One of the biggest challenges we face when developing or introducing new tools is browser compatibility. We’ve all experienced it: one web page will tell you your browser is too new, the next says it’s outdated and too old. As with any large and complex organization, we bridge a lot of technologies at UTMB. There are legacy systems—older tools, programs, software, hardware—which generally do the job and can often be pretty important. They’re often not keeping with the times, usually for justifiable reasons (cost, more pressing priorities, impact on related systems, etc). So what do we do?

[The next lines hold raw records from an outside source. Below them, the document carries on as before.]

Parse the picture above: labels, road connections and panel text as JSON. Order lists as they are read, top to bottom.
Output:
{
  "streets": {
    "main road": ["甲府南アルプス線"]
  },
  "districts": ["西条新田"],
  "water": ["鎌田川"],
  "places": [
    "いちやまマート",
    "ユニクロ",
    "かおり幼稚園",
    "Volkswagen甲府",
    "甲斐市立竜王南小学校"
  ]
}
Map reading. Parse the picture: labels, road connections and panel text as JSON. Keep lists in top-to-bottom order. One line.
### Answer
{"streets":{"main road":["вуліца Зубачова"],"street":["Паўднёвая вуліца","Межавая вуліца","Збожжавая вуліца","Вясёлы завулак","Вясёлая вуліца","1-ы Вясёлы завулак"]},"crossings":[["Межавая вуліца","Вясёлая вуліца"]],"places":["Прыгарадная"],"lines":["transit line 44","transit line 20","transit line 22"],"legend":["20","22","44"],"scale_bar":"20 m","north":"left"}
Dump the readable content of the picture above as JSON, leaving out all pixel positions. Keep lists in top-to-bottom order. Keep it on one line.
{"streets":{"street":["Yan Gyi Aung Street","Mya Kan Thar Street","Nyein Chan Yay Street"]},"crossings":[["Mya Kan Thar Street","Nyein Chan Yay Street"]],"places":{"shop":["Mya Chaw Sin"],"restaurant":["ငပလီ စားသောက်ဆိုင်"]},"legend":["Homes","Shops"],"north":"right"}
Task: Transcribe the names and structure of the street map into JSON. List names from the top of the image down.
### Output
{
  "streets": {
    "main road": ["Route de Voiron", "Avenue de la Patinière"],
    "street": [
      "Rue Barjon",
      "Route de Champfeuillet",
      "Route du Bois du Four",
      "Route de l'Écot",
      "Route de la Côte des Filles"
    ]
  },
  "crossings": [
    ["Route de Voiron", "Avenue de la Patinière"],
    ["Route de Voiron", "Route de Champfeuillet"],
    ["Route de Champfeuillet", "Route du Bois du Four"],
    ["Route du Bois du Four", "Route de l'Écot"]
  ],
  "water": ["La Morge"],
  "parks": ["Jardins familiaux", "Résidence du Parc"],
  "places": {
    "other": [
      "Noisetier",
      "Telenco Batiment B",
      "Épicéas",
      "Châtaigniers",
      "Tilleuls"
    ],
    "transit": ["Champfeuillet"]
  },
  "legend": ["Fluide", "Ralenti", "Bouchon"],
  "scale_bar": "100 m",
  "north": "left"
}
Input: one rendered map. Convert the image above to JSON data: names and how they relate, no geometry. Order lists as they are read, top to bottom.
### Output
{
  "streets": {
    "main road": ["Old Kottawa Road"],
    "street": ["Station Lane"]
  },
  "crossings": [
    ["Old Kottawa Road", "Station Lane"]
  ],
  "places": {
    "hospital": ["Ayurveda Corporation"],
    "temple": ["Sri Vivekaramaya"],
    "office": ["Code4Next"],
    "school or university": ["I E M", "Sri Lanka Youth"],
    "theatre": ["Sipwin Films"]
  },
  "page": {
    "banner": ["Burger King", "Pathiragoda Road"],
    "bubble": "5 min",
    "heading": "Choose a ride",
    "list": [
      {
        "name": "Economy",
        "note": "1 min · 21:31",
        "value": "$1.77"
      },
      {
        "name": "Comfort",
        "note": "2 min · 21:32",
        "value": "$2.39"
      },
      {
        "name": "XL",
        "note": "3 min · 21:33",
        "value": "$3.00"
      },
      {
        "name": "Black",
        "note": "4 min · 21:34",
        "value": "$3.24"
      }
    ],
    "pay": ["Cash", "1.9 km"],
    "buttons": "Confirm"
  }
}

We can’t stay mired in the past, we can’t ignore users with old browsers, and we can’t afford to be browser-centric. Even though Internet Explorer accounts for 68 percent of the traffic to utmb.edu, there are seven versions(!) of IE visiting us in a month, and 40 percent of the IE traffic is version 7.0 (or in 7-compatibility mode). This was a browser released in 2006; Google hasn’t supported it since 2011, and even Microsoft no longer supports it.
So we invest a lot of time in making our templates and pages work with older browsers. We run and test on a UTMB thin client. We each run and use multiple browsers throughout the day, with Firefox being the office favorite, probably followed by Chrome. But as diligent and careful as we may be, there are a lot of variables. Update if you can. Report any weirdness you encounter. Keep the pitchforks away, and let’s join in some “Kumbaya.”